- PROBLEM TO SOLVE -
Wherever the string "function" shows up in the material below, copy that line.

=== INPUT MATERIAL ===

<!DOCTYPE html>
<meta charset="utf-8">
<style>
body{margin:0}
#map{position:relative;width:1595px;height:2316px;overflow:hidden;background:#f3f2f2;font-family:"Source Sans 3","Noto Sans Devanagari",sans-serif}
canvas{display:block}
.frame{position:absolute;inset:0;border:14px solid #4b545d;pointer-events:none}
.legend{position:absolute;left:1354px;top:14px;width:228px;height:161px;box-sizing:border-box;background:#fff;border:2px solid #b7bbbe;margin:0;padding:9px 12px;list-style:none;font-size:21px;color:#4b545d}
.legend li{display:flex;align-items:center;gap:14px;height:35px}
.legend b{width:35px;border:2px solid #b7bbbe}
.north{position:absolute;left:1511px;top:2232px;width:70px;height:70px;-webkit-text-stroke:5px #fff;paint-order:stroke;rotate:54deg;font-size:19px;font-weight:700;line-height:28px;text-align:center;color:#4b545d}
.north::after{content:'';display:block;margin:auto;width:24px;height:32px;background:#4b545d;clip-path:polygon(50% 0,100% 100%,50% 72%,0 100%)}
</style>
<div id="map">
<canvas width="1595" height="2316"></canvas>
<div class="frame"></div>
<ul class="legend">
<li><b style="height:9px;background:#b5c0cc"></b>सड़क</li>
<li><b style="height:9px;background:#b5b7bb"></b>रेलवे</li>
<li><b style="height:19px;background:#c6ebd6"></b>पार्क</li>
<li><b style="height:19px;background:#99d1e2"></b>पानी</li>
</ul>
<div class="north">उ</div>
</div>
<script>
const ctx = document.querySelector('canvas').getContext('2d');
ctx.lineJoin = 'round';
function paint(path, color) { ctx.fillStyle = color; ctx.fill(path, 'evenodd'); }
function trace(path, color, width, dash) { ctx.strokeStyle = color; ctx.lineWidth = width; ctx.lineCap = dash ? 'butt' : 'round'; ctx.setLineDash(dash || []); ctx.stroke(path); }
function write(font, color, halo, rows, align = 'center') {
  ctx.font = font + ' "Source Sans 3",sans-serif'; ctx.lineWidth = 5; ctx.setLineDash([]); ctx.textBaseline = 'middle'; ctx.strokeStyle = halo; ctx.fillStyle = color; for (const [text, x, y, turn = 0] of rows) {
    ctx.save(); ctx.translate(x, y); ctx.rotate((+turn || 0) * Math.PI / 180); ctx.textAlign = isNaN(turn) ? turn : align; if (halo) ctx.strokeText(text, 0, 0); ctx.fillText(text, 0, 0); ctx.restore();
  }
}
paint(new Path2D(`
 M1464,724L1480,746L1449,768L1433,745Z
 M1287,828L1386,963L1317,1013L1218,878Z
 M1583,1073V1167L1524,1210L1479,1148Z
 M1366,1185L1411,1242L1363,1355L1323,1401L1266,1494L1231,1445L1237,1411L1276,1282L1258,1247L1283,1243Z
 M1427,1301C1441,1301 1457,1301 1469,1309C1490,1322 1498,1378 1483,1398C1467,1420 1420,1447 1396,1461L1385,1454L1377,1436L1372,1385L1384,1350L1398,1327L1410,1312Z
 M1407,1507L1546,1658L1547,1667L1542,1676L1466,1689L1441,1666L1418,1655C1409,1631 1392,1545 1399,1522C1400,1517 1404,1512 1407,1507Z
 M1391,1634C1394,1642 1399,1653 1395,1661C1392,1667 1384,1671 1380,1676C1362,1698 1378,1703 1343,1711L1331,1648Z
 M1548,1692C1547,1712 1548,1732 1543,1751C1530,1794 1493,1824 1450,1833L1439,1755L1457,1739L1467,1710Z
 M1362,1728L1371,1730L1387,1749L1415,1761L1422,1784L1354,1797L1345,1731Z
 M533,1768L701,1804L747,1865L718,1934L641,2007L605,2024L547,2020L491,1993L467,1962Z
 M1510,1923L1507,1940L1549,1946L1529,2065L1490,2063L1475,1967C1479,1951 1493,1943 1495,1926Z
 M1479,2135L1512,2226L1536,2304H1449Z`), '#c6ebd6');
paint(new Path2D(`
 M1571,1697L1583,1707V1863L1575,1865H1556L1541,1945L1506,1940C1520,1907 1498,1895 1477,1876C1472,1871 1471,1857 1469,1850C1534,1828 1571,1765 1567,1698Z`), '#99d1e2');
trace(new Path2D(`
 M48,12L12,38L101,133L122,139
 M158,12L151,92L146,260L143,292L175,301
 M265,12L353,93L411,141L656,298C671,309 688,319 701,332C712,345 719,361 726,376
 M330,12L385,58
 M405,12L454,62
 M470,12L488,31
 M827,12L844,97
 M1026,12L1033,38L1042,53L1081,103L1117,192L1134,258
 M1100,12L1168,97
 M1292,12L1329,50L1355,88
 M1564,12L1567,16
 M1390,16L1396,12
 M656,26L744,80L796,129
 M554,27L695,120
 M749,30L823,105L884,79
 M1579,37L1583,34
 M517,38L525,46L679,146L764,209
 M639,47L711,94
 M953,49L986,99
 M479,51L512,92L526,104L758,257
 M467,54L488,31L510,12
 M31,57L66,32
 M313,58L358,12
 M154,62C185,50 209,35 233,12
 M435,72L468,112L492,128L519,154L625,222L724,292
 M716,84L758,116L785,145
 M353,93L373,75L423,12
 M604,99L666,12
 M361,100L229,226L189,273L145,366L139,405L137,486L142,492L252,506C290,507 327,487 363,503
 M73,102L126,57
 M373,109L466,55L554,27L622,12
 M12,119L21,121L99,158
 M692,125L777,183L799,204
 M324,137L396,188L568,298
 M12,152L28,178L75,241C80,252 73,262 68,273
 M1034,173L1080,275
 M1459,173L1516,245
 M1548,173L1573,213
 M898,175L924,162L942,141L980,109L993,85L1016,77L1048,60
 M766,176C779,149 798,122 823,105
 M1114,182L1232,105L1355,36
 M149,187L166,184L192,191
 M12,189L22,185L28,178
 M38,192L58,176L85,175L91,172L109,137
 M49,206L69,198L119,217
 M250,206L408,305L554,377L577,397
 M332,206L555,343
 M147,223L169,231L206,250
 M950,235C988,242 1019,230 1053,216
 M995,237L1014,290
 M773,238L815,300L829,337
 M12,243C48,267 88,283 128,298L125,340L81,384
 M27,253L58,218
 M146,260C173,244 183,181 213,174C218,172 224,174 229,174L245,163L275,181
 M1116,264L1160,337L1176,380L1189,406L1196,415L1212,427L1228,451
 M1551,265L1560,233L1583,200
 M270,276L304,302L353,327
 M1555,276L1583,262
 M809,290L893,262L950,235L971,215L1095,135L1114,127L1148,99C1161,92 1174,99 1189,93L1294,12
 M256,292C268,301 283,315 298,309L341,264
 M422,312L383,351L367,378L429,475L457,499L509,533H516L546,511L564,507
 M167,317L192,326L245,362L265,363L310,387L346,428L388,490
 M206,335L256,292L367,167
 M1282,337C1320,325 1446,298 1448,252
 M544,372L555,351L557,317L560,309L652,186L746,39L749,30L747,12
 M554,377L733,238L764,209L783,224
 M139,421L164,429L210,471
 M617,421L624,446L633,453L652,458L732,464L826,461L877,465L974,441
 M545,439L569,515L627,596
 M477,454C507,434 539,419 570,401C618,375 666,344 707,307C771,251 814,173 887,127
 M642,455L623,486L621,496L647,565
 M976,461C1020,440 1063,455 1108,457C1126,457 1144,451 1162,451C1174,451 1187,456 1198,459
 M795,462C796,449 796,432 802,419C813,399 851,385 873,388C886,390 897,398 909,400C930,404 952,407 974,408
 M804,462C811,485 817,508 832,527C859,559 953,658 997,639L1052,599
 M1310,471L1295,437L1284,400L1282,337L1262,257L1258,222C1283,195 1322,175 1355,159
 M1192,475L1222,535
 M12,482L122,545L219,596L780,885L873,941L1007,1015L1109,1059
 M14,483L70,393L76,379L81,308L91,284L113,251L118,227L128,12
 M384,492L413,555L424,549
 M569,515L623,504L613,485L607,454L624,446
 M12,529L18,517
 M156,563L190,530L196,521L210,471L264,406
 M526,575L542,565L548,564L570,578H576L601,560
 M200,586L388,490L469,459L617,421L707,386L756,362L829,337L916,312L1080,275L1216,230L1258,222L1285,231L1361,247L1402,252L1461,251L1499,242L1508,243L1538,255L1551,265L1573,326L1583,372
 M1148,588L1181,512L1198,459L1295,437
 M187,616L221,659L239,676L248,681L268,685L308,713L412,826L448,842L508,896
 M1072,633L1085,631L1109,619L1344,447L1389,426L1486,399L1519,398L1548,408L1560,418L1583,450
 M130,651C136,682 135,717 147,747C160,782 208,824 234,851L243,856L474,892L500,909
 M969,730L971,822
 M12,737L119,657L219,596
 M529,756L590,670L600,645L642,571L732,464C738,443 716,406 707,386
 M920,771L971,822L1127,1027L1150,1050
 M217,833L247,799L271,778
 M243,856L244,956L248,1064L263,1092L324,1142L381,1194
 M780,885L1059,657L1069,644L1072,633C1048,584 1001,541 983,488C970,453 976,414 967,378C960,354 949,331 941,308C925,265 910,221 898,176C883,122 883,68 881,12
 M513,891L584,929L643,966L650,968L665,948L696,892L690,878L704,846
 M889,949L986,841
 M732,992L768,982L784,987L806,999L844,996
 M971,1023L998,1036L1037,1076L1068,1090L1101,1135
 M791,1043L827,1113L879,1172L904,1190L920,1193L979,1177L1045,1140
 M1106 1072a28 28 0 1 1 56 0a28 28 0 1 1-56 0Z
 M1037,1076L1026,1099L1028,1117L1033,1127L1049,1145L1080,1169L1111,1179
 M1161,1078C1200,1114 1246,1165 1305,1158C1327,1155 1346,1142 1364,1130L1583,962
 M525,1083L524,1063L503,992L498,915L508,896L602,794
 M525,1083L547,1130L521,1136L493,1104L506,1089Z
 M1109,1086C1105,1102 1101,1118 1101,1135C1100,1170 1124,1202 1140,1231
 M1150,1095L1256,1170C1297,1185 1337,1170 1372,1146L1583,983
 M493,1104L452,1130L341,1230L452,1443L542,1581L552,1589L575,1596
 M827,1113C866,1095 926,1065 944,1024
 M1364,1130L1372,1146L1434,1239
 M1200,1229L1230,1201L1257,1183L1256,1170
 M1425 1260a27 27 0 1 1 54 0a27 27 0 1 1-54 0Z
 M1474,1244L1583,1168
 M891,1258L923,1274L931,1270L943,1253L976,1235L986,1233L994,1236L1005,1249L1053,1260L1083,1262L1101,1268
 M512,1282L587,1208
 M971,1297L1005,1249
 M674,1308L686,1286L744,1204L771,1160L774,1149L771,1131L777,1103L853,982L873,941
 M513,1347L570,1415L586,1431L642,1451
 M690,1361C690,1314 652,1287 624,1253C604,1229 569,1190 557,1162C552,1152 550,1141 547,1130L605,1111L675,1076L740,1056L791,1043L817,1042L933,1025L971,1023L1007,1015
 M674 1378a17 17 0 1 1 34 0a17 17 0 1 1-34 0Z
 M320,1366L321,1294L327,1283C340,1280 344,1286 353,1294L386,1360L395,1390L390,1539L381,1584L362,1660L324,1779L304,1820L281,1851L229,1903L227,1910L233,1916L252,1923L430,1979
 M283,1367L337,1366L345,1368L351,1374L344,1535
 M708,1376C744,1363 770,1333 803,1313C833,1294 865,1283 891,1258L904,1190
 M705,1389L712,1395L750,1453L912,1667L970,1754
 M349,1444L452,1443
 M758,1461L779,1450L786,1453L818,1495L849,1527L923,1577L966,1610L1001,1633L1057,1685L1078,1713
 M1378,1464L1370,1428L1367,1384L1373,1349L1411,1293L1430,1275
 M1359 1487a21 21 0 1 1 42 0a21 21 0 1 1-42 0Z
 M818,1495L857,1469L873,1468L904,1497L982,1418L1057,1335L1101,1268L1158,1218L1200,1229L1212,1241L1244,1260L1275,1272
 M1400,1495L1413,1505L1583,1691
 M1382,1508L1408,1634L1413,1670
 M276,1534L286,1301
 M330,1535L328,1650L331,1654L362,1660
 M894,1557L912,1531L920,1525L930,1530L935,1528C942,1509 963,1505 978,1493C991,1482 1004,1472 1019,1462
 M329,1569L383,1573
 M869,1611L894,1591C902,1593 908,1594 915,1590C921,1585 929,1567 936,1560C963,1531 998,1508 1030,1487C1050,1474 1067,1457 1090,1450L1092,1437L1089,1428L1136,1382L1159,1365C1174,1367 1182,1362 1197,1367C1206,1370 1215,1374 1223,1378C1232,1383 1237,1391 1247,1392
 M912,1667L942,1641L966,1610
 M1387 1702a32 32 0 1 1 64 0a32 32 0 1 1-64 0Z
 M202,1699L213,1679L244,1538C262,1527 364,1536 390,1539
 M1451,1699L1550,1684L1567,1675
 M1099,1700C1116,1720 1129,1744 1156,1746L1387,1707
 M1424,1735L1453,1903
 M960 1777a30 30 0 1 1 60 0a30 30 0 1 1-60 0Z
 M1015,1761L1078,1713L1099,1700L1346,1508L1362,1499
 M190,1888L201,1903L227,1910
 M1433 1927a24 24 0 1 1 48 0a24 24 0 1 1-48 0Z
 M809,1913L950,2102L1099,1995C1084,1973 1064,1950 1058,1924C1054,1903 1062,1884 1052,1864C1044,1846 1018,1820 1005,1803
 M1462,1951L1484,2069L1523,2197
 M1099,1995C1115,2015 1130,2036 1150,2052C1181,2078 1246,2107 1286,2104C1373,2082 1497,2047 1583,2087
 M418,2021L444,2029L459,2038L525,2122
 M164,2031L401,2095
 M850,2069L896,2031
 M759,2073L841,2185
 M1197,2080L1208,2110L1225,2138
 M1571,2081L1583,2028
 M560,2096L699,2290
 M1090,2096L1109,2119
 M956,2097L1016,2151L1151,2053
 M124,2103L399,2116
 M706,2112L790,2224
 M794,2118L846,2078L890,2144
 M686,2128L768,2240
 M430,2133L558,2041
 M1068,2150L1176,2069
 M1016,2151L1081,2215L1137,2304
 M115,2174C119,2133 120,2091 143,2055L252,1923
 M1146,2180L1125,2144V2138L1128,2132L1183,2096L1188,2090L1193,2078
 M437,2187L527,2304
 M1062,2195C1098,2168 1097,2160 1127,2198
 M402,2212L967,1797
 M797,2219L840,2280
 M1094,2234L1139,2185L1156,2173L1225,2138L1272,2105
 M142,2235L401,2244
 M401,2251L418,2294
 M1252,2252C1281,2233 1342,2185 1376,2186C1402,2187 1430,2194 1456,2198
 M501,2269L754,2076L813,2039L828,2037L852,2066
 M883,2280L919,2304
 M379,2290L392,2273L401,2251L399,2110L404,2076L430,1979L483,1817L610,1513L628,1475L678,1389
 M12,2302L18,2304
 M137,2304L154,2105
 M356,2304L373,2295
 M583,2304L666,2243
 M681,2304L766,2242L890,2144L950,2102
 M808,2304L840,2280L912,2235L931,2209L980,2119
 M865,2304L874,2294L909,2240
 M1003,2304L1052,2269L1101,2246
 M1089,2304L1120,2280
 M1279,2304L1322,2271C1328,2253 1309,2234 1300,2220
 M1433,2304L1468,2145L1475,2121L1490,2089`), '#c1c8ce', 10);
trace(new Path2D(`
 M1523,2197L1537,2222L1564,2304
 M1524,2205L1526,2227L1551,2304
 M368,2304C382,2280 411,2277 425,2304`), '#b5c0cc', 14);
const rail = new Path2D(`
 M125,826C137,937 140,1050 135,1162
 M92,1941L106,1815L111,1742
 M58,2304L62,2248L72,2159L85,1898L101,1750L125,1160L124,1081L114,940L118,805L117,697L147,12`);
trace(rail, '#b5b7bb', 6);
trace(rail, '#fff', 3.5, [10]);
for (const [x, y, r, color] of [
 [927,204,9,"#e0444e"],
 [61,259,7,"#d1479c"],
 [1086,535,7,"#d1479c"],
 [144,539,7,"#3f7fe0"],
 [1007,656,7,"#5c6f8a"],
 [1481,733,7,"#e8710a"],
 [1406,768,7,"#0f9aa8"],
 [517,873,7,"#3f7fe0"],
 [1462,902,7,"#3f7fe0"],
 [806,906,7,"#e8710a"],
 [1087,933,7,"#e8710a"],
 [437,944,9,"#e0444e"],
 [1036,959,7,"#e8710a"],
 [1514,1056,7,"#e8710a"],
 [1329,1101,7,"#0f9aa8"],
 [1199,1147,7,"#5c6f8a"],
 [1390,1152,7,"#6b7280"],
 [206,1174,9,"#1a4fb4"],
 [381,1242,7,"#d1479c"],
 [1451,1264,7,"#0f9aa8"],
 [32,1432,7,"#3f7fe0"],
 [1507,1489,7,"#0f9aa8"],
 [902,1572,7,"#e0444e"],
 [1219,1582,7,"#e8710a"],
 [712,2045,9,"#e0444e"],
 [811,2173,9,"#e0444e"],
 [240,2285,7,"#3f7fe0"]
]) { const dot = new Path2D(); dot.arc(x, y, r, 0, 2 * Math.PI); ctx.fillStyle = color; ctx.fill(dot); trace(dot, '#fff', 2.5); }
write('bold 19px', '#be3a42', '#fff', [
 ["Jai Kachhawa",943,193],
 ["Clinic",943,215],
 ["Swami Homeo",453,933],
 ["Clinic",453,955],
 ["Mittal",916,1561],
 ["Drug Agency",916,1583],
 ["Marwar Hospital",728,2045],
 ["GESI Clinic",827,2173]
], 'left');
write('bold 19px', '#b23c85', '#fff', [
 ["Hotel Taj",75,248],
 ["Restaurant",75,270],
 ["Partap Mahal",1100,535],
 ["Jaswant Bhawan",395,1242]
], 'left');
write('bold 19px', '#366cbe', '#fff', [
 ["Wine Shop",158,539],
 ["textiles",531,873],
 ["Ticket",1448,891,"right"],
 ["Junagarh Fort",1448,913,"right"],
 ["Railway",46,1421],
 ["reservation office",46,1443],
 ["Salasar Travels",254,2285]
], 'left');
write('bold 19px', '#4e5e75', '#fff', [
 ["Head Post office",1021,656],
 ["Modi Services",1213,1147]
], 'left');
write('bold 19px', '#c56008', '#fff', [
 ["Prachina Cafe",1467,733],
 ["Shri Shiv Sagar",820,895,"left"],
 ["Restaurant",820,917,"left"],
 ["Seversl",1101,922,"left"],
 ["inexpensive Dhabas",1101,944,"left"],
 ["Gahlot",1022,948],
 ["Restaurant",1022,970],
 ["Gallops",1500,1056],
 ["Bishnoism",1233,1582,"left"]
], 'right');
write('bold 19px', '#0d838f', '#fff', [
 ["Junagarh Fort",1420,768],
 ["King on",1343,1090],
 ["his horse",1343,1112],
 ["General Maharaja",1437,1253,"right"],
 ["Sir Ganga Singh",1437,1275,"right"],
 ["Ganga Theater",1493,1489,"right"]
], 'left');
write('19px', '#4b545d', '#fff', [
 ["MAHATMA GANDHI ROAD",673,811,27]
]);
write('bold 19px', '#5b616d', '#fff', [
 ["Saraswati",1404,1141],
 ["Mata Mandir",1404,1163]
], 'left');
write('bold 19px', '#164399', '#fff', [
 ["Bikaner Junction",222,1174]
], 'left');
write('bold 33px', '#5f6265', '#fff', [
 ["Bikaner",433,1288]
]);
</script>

===

- PROBLEM SOLUTION -
function paint(path, color) { ctx.fillStyle = color; ctx.fill(path, 'evenodd'); }
function trace(path, color, width, dash) { ctx.strokeStyle = color; ctx.lineWidth = width; ctx.lineCap = dash ? 'butt' : 'round'; ctx.setLineDash(dash || []); ctx.stroke(path); }
function write(font, color, halo, rows, align = 'center') {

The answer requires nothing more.